DATA EXCERPTS »
===

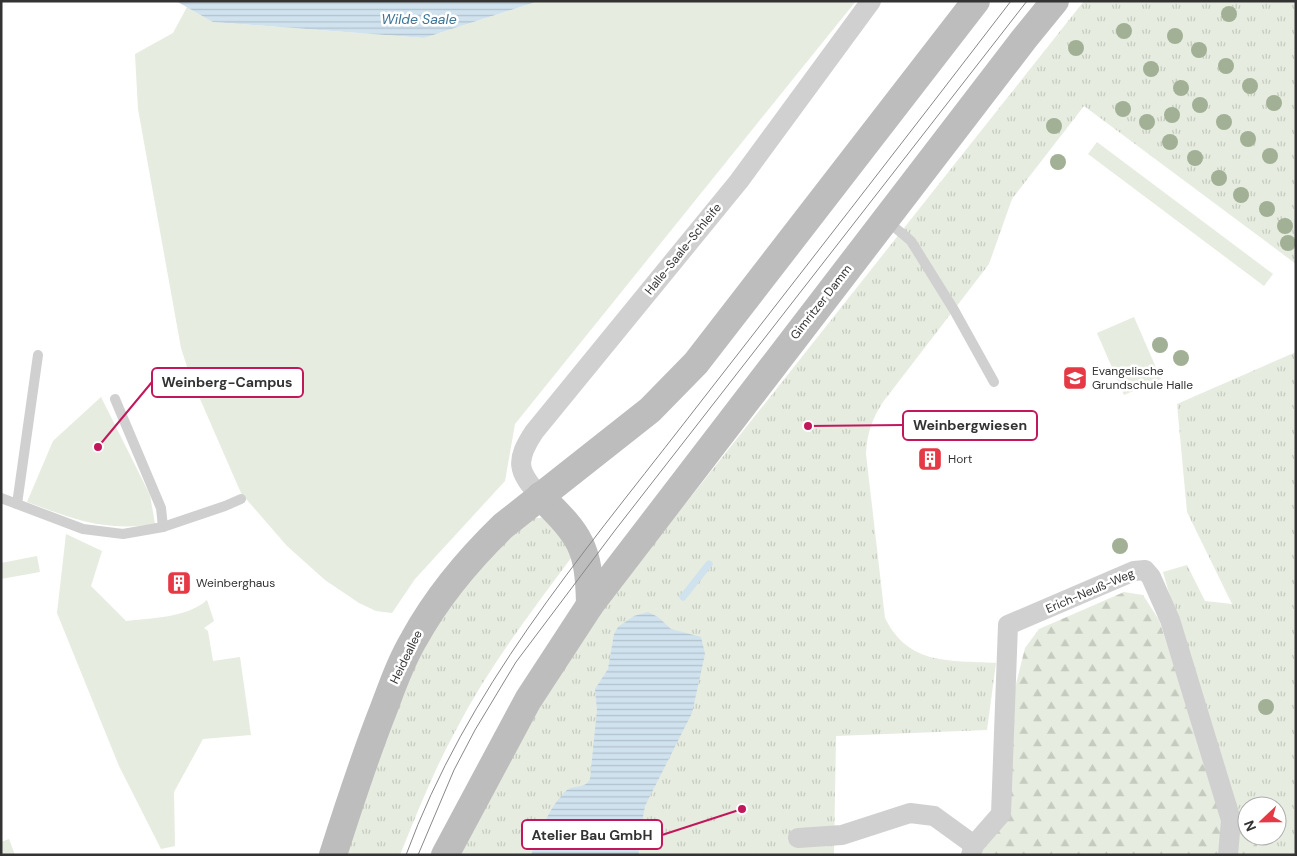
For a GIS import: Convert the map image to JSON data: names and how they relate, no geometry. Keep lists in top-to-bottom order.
{
  "streets": {
    "main road": ["Gimritzer Damm", "Heideallee"],
    "street": ["Halle-Saale-Schleife", "Erich-Neuß-Weg"]
  },
  "crossings": [
    ["Halle-Saale-Schleife", "Heideallee"]
  ],
  "water": ["Wilde Saale"],
  "places": {
    "school or university": ["Evangelische Grundschule Halle"],
    "other": ["Weinbergwiesen", "Weinberg-Campus", "Atelier Bau GmbH"],
    "building": ["Hort", "Weinberghaus"]
  },
  "north": "left"
}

===

EXERCISE AIM » Each record above should be returned unchanged, except that the pictures are dropped.

RESULT FOR THIS TASK »
For a GIS import: Convert the map image to JSON data: names and how they relate, no geometry. Keep lists in top-to-bottom order.
{
  "streets": {
    "main road": ["Gimritzer Damm", "Heideallee"],
    "street": ["Halle-Saale-Schleife", "Erich-Neuß-Weg"]
  },
  "crossings": [
    ["Halle-Saale-Schleife", "Heideallee"]
  ],
  "water": ["Wilde Saale"],
  "places": {
    "school or university": ["Evangelische Grundschule Halle"],
    "other": ["Weinbergwiesen", "Weinberg-Campus", "Atelier Bau GmbH"],
    "building": ["Hort", "Weinberghaus"]
  },
  "north": "left"
}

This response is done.